Bladeco! I will DEFINATELY count you as one of my friends when you donate your hard earned money to our winnin pot!!!!!

Team Chunky Love representin the West Siiiiiiiide Biaaaatches!:letsdrink:letsdrink


----------



## sniper

Go ahead and represent the 'west side bitches'Clay (How fitting). Cause after this tourney you will ALL be my bitches!!! West, east, south, north, I wont hold a compass up while I bitch slap ya. 

:looser

I'm gonna have to bust out my pimp hand on ya!

oke


----------



## Clay-Doh

What did you cathch last year Sniper???.....:bpts

hmmm...still tryin to rember.......a bill from Getsome for a vroken cleat for towin yer asses around??:shedevil


----------



## sniper

All right. I wasn't gonna say anything cause I did give my word to you but since we are heading that direction.....

Clays shark he caught last yearstarted out at 3' long. What he did was tie it between his boat and another and streached it out. Then stuffed it with sand to make it look big. Not to mention the sewing art work coochie did to mend the holes he tore in it to make it look real. I am sorry Clay I know I said I wouldnt tell but, this is a new tourny and time to come clean. .....

He didnt even catch the shark on the weekend of the tourney. 

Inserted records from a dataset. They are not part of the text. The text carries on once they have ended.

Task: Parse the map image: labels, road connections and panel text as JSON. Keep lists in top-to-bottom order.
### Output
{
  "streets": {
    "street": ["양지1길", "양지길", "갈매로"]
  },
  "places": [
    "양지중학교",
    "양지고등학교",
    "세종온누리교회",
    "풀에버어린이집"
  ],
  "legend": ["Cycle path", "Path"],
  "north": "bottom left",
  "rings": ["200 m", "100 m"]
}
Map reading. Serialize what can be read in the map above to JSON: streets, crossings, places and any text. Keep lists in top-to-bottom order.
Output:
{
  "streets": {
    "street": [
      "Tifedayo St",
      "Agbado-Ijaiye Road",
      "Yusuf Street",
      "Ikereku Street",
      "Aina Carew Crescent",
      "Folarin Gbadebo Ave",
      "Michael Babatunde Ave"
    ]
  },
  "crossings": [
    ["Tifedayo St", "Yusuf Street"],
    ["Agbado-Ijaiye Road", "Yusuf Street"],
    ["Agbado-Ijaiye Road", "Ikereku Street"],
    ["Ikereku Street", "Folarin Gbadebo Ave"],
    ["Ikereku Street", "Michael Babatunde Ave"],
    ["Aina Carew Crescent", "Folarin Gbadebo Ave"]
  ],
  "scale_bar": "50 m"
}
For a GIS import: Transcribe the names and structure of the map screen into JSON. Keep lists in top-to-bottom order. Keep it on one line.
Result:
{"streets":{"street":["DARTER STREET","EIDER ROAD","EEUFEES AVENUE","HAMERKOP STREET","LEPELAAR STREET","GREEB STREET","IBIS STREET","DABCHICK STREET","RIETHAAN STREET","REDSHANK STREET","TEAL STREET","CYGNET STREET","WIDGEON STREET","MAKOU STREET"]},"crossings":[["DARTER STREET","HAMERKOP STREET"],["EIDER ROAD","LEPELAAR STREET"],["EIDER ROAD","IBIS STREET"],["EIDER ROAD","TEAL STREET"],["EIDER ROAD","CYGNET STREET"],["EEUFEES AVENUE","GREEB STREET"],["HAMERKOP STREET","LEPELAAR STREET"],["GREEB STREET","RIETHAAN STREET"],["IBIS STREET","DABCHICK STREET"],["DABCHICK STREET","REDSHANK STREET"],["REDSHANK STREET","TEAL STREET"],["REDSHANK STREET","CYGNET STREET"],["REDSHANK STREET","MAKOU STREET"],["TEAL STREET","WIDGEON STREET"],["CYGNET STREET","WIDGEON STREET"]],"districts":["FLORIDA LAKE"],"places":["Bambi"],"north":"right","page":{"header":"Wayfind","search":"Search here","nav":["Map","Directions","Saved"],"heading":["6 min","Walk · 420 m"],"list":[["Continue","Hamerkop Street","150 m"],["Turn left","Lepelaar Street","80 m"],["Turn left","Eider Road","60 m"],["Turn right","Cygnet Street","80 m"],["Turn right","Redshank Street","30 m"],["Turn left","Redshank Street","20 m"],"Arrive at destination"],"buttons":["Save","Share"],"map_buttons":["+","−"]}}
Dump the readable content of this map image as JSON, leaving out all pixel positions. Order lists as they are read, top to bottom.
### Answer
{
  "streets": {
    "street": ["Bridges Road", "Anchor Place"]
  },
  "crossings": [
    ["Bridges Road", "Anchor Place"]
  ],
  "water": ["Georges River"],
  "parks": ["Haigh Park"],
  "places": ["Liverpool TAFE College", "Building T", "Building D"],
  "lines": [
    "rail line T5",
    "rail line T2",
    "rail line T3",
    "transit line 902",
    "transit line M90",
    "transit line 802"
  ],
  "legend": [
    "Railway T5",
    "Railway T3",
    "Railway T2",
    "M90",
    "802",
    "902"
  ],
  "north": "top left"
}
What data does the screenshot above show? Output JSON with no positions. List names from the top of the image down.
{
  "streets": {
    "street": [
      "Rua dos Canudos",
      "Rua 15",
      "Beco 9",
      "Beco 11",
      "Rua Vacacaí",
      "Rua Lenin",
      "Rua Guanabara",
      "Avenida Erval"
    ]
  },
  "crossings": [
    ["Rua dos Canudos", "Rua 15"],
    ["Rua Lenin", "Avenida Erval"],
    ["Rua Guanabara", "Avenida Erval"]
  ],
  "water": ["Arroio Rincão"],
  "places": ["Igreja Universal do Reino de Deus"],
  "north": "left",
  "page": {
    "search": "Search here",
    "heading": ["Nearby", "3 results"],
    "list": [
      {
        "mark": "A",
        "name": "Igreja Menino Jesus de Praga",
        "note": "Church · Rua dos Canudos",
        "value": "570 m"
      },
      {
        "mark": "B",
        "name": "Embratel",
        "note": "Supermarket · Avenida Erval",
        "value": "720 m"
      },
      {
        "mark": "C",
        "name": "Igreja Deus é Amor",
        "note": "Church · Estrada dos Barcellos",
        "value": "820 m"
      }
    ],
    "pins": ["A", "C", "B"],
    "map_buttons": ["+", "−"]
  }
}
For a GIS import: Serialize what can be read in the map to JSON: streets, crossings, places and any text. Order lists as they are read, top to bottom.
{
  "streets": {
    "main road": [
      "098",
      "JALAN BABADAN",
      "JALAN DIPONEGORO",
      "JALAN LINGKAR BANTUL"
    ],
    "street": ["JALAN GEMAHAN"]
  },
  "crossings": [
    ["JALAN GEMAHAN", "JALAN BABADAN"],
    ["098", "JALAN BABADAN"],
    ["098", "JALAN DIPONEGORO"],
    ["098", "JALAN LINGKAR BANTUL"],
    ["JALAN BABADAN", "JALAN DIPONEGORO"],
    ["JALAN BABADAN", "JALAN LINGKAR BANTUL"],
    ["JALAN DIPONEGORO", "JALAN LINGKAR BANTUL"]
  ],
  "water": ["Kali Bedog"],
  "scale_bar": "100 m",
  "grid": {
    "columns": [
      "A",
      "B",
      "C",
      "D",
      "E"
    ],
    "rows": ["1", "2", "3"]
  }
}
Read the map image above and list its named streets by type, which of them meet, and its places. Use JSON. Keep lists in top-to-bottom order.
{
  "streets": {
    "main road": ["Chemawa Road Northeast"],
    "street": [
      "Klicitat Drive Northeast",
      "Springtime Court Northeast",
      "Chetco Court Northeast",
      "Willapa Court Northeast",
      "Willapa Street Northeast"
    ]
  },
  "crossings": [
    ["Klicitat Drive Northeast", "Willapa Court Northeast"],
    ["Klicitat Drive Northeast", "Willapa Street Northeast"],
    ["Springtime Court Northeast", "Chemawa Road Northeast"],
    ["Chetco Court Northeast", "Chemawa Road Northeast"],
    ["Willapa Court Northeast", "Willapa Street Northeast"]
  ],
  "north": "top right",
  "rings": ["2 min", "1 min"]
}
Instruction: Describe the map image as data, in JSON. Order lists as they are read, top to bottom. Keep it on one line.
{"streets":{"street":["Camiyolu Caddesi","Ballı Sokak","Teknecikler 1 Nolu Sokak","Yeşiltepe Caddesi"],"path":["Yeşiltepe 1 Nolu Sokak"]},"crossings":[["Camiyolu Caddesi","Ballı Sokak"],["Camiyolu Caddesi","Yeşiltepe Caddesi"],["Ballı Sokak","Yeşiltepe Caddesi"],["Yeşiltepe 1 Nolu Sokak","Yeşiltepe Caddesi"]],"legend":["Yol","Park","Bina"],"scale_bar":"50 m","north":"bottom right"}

He bought it off a guy at the boat ramp and tied it to a wreck and then dove down and brought it up that weekend. Then he brought chicken Nuggets from his work (Mc Donalds) and gave them away as 'shark nuggets'. "Ummm sorry nobody can see the shark, We already chopped him up and fried him and are serving them in these red and yellow 5 piece serving trays"...The yellow 'M' stands for 'Team Chunky Love' he said. 

I am sorry Clay I couldnt hold it in anymore.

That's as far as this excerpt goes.